Palm Juice Profits May Stop Tree-Cutting

Exporters are hoping they can make the juice of palm trees profitable before the national symbol disappears under the ax of desperate villagers.

The sweet alcoholic wine produced from palm juice is a local staple, but farmers have been steadily selling their palm trees as wood, said Sok Siphana, secretary of state at the Commerce Mini­stry.

He said a few in­vestors want palm trees to be­come sustainable sources of in­come by producing palm wine for export.

“To cut down the palm tree is to destroy your own economy. When villagers cut down the tree, they can only make money one time,” Sok Siphana said.

At least one palm wine producer, Confirel, is now operating in Cambodia and exporting its product to Singapore and France, said Hay Ly Eang, the factory’s foun­der. After more than 10 years of testing formulas and a $500,000 factory construction project, sales have soared, Hay Ly Eang said.

“The buyers are always complaining because we can’t produce enough to fill their orders,” he said.

“People must preserve the palm tree. It is a symbol of Cam­bodia. Through the palm tree we can make our country a better place,” he said.

Two other wine production factories are expected to open soon, with construction at one operations center in Kompong Cham province scheduled to begin this month, said Sam Pisey, who is heading the two projects.

Construction costs are expected to reach $150,000, but Sam Pisey said he is optimistic about finding buyers in European countries such as Germany, Switzerland and Finland. Plans for a second factory are incomplete, and the factories have not yet been named, he said.

“Our principle is to preserve the palm tree, because right now people are not taking advantages of the tree as a resource,” Sam Pisey said.

Confirel numbers suggest the production of palm wine could be a feasible economic incentive to keep villagers from selling off the trees as lumber. The factory purchases about 1,000 liters of the raw juice a day in order to make palm wine.

A half-liter bottle costs about $3 overseas and $2.50 in-country, Hay Ly Eang said. He said a farm­er could earn more than $200 a year by selling palm wine to the factory.

Officials have said villagers sell palm trees for as little as $1.25 each. Most of the trees are transported to Vietnam, where they are processed largely to make chopsticks and other utensils.

The Confirel factory produces two grades of alcohol content—eight degree and 11 degree—and packages the wine in bottles im­ported from France.

Sam Pisey said his product would sell at about $2.50 per 750-milliliter bottle, and that his plan­ned factory will produce some 3,000 liters a day.

“I appeal to the people to preserve their palm trees.

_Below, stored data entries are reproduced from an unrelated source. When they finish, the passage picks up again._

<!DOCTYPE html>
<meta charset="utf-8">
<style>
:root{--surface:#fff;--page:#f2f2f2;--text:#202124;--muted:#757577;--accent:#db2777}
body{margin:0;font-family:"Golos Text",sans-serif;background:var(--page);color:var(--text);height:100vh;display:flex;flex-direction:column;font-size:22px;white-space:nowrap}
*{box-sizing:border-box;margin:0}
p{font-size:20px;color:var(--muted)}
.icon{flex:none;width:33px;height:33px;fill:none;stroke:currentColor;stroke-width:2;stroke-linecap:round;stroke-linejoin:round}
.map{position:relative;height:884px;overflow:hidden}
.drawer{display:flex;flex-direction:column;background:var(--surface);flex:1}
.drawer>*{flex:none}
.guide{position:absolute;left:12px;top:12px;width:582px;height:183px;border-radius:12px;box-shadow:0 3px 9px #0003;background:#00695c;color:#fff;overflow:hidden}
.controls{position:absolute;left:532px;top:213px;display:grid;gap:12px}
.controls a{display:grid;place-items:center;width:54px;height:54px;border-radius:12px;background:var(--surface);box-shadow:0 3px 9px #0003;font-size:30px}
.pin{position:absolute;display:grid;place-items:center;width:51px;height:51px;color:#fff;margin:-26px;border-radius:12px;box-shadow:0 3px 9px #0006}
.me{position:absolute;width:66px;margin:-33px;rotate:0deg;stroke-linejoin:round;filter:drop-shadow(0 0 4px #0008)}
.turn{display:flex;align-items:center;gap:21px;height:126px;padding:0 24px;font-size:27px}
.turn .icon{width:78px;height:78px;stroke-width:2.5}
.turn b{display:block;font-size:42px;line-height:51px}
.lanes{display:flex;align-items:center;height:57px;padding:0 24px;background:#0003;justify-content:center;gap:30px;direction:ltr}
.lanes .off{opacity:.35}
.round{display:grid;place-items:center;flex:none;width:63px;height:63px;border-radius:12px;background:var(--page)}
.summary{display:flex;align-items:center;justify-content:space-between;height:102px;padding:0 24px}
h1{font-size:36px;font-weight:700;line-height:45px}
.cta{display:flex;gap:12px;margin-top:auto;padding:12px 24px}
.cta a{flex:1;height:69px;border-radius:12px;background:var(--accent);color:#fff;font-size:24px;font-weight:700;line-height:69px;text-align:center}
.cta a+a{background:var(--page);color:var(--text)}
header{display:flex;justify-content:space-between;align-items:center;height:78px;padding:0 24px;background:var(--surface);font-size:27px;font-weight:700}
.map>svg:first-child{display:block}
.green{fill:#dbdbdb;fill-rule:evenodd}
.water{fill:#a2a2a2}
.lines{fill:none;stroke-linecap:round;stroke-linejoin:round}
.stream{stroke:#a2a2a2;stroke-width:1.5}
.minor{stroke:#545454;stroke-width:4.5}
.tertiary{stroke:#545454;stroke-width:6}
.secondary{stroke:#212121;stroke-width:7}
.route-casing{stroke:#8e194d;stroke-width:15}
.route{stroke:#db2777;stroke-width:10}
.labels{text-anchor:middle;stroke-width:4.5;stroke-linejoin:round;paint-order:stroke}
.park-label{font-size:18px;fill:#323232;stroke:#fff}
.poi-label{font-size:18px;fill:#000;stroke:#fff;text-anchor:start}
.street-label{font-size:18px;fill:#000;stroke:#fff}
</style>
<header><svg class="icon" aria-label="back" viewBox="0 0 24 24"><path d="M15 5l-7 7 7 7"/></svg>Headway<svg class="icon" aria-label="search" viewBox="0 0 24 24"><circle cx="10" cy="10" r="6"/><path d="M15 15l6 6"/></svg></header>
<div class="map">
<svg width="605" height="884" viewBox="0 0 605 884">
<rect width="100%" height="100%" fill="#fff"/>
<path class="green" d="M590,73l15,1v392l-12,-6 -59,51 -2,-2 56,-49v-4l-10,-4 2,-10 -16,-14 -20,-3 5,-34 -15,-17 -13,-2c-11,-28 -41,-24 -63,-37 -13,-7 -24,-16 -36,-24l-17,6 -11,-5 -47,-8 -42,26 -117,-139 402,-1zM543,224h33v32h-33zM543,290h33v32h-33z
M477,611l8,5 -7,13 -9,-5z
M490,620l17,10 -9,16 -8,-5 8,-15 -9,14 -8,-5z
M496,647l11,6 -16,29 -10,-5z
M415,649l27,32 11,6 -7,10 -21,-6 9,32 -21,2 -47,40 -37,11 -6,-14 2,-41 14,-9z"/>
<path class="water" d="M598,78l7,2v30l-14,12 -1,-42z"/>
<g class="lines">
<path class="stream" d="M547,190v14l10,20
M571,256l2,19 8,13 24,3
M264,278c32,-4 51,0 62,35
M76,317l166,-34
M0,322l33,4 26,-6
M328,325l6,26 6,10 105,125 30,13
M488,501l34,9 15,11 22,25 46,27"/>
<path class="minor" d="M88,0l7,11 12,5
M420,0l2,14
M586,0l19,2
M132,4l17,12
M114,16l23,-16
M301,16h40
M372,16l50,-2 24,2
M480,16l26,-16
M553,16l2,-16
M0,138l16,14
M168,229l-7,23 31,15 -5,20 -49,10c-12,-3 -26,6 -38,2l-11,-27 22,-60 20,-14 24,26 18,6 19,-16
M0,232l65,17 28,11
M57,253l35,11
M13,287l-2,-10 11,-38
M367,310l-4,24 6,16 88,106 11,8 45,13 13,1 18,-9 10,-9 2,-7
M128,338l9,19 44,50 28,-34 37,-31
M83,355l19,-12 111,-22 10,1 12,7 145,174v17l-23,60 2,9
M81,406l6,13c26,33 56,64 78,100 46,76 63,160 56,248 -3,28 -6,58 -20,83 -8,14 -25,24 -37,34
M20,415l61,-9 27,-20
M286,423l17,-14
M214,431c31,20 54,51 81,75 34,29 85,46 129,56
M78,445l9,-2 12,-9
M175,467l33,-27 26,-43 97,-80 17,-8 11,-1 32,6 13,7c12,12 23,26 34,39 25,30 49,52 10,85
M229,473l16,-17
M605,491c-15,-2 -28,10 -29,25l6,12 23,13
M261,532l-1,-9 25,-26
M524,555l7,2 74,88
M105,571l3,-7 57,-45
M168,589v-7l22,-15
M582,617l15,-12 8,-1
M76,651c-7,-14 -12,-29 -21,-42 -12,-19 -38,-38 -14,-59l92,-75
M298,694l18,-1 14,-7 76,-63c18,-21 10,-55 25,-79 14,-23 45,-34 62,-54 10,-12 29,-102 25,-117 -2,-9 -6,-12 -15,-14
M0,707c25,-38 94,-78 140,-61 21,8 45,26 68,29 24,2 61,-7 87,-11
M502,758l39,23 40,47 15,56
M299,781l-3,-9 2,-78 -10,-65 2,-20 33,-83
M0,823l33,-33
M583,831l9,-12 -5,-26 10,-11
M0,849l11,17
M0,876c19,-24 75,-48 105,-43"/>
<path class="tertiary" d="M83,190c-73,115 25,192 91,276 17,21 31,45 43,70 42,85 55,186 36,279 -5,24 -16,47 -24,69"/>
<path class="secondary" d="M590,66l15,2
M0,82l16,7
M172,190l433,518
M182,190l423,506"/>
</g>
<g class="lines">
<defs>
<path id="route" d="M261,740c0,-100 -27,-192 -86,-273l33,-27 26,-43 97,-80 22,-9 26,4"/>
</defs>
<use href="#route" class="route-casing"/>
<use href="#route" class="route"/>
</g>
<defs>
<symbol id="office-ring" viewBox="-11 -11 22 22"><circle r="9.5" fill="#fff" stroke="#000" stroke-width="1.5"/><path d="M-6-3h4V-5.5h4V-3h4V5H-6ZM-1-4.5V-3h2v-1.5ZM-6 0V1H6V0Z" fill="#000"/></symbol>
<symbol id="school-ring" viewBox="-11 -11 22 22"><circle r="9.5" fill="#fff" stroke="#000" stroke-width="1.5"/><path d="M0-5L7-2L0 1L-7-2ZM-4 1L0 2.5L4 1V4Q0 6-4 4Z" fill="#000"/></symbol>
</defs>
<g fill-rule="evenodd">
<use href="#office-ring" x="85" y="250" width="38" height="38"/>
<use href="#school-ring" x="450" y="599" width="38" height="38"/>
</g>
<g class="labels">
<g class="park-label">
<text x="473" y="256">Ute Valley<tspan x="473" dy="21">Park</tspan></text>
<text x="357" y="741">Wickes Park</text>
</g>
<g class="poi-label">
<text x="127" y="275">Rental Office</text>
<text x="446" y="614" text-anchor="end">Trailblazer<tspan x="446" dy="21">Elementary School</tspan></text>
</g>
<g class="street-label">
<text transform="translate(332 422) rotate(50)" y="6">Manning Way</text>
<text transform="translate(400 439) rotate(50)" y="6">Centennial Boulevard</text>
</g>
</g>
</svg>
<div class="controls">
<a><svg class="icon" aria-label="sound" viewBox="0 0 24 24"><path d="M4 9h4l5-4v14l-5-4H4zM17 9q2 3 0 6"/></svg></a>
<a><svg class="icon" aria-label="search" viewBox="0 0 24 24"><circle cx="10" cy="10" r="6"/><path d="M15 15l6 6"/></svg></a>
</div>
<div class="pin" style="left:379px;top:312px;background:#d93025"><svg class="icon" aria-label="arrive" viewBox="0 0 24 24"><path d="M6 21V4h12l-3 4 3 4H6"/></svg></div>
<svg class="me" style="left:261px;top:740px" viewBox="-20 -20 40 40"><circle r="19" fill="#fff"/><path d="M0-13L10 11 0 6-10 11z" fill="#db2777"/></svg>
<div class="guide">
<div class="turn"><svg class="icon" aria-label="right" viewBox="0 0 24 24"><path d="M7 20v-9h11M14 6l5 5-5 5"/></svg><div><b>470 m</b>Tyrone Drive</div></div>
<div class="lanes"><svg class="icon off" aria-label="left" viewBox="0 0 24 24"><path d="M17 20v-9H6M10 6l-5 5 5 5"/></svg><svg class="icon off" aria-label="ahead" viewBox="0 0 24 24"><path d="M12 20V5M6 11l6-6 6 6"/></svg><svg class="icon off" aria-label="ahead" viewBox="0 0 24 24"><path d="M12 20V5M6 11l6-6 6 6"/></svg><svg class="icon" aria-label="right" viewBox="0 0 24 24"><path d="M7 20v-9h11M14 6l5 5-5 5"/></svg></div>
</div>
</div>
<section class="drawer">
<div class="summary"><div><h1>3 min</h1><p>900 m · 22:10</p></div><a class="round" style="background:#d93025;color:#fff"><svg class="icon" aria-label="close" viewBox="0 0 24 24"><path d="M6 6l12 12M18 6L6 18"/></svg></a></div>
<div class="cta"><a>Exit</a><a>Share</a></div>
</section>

We hope people can make a better living by selling the juice,” he said.

Some government officials are making the same overtures. Sok Siphana has publicly asked villagers to stop cutting down palm trees and promised to lure invest­ors to manufacture palm wine while seeking out foreign markets.

Kompong Cham Agricultural Director Kong Chhoeun said he is asking villagers to keep their trees intact.

“I will gather the people into communities to collect the palm juice for sale to the factories,” Kong Chhoeun said.

Though palm wine has long been a favored beverage, and many people make their own, it will be difficult to deter farmers from selling their trees for a quick profit. The sale of palm trees has gained popularity as a source of revenue in recent years.

“The palm tree is the Cambo­dia soul. It can help reduce poverty in the local communities,” Sok Siphana said. “We must convince the palm tree traders to stop buying the palm tree and invest in the palm juice for factories.”